START TASK INPUTS

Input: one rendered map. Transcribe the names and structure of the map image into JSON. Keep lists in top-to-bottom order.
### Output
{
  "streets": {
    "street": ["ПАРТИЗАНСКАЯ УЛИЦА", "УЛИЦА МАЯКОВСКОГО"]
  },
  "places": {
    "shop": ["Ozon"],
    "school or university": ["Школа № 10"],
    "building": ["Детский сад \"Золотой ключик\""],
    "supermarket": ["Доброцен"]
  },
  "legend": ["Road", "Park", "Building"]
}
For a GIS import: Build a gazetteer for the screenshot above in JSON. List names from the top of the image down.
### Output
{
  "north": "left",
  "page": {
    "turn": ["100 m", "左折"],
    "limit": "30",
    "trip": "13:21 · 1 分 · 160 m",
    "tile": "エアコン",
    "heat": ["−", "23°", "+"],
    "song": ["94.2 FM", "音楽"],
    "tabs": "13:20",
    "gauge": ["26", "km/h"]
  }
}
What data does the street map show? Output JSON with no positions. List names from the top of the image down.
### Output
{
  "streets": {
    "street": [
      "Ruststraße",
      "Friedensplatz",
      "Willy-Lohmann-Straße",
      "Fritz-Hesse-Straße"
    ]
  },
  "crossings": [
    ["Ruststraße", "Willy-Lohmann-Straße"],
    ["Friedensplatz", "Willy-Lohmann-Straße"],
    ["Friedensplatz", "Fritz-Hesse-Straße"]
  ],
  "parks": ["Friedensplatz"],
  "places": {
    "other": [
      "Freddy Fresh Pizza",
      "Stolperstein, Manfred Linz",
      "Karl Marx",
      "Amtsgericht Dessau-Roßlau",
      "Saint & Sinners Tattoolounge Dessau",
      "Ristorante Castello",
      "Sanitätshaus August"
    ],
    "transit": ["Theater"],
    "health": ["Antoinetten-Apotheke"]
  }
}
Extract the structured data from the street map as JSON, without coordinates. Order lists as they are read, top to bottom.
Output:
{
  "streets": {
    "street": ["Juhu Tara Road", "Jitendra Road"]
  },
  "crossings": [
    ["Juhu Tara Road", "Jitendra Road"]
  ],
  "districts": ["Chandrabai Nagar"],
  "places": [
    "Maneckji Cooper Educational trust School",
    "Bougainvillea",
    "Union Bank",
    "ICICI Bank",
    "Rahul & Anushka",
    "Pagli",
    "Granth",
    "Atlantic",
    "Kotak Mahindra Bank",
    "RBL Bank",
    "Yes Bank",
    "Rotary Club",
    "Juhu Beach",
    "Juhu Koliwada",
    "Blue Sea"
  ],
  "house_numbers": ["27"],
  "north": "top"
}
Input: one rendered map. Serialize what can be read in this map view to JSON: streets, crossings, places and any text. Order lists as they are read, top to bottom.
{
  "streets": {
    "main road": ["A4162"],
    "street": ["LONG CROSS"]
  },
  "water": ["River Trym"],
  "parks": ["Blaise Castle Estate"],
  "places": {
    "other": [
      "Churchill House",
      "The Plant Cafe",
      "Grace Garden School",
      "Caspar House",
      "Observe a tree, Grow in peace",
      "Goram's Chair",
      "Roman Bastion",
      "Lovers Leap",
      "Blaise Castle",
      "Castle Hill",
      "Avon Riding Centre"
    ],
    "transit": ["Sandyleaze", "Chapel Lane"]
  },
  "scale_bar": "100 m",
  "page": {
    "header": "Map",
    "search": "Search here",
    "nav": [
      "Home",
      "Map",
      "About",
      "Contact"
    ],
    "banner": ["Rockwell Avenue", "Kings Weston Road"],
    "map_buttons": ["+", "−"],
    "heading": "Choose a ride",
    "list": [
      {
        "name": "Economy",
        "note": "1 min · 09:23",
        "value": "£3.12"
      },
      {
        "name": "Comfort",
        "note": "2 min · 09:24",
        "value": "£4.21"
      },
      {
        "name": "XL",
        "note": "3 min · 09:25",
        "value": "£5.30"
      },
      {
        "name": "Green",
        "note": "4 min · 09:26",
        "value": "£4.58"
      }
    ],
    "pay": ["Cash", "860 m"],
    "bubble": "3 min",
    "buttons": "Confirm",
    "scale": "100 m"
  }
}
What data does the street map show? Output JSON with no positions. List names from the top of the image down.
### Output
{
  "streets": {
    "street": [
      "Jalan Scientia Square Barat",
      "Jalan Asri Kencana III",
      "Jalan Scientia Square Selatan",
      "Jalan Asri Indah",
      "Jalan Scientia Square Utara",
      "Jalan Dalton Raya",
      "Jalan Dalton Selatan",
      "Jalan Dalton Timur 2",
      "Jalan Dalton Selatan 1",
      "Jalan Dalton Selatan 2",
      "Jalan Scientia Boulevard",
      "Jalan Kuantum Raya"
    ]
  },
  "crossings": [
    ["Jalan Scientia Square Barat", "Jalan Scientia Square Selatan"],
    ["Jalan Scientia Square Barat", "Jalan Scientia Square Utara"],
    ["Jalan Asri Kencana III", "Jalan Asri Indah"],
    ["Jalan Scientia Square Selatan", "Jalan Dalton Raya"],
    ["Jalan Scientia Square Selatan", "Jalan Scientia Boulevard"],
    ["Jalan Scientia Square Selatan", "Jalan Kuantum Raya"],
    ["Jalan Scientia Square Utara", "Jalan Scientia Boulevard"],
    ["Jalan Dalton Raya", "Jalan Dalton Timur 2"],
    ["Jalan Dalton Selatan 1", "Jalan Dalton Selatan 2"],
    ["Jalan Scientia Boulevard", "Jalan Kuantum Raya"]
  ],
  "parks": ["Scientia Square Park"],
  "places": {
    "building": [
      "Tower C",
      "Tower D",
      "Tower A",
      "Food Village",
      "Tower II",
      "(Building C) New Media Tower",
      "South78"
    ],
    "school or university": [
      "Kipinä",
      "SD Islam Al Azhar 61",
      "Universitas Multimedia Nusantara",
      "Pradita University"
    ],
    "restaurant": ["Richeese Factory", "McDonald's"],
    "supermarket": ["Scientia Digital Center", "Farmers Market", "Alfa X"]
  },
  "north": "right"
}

END TASK INPUTS

• **EXERCISE OBJECTIVE**
Where the word "Friedensplatz" appears in a line of the entries above, count that line; give only the number.

• **COMPLETED TASK**
4